After I finished and showered, I still had a little bit of time.  So I drank some of their free coffee and read US Weekly and relaxed.

So, now I'm floating.  I feel relieved and still within for the first time in a long while.  I need to keep doing this.

I need to stop drowning and keep on swimming.  And now I feel a little better doing it in my new suit.


kc said...

Glad you're swimming. Your line about drowning reminds me of a line from a Stevie Smith poem (a rather depressing line, I might add):
I was much further out than you thought
And not waving but drowning.

Glad you're swimming, Heather.

Heather Minter said...

I was thinking of the same line...I just couldn't remember where I'd heard it, so I left it out. I love that.

Stevie Smith - Not Waving But Drowning

Nobody heard him, the dead man,
But still he lay moaning:
I was much further out than you thought
And not waving but drowning.

Poor chap, he always loved larking
And now he's dead
It must have been too cold for him his heart gave way,
They said.

Oh, no no no, it was too cold always
(Still the dead one lay moaning)
I was much too far out all my life
And not waving but drowning.

Sarah Park said...

It is so hard.
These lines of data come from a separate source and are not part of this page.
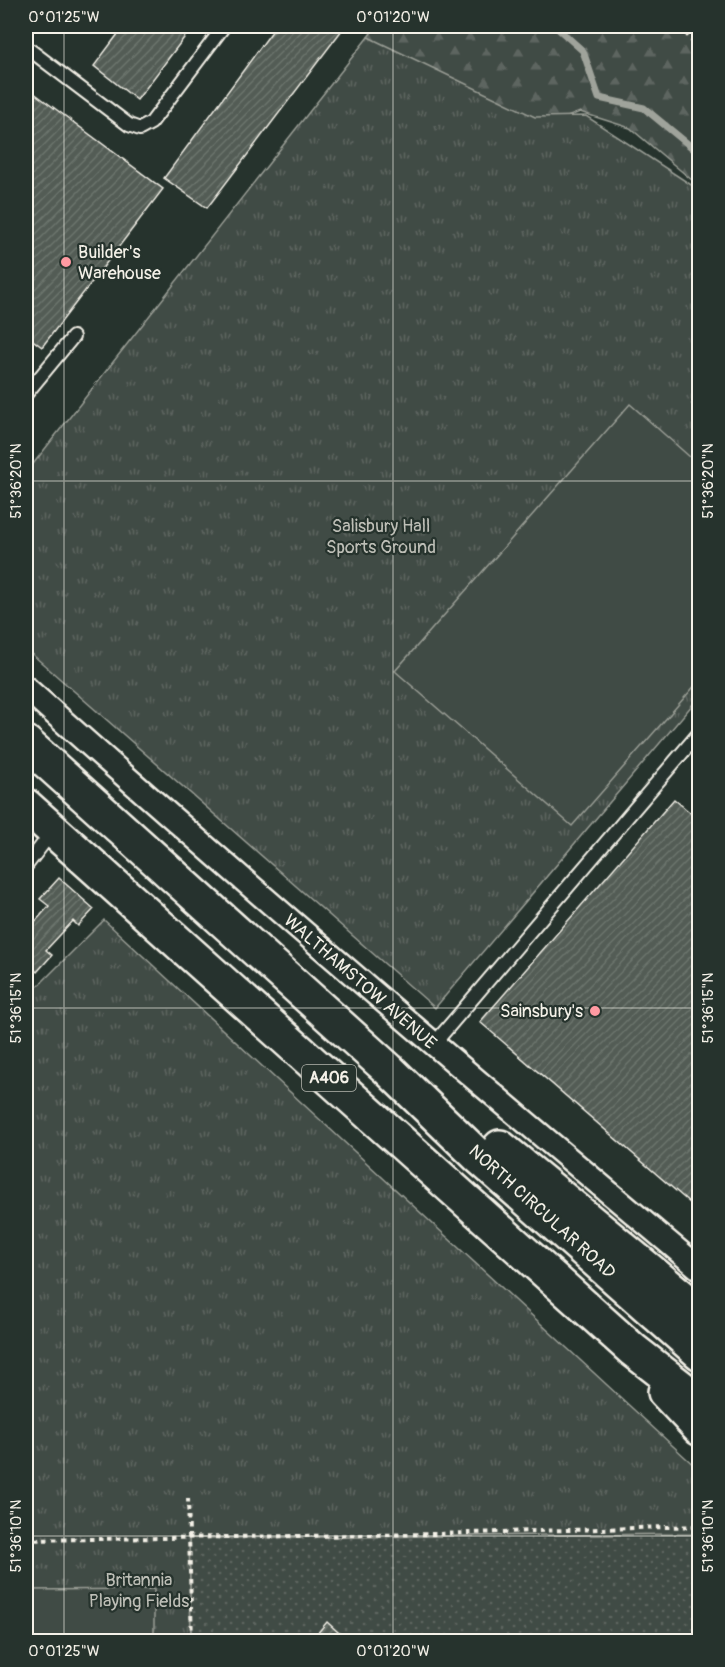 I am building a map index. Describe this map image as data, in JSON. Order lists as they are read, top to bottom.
{
  "streets": {
    "highway": ["A406", "NORTH CIRCULAR ROAD"],
    "street": ["WALTHAMSTOW AVENUE"]
  },
  "crossings": [
    ["A406", "NORTH CIRCULAR ROAD"]
  ],
  "parks": ["Salisbury Hall Sports Ground", "Britannia Playing Fields"],
  "places": ["Builder's Warehouse", "Sainsbury's"],
  "coordinates": [
    "0°01'25\"W",
    "0°01'20\"W",
    "51°36'20\"N",
    "51°36'15\"N",
    "51°36'10\"N"
  ]
}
When everyone is awake and needing you simultaneously, it is SO hard. That parent coach is right... I wish I had known to do something for myself from day one. It's still hard to make it a priority, and if I do, to not feel guilty about it.

But I firmly believe in finding a bathing suit you feel good in, and it's one of the few things I think, "I don't care how much this costs! I need this!"

I love your imagery of swimming, the negative drowning in life, but the positive and soothing swimming at the end, too.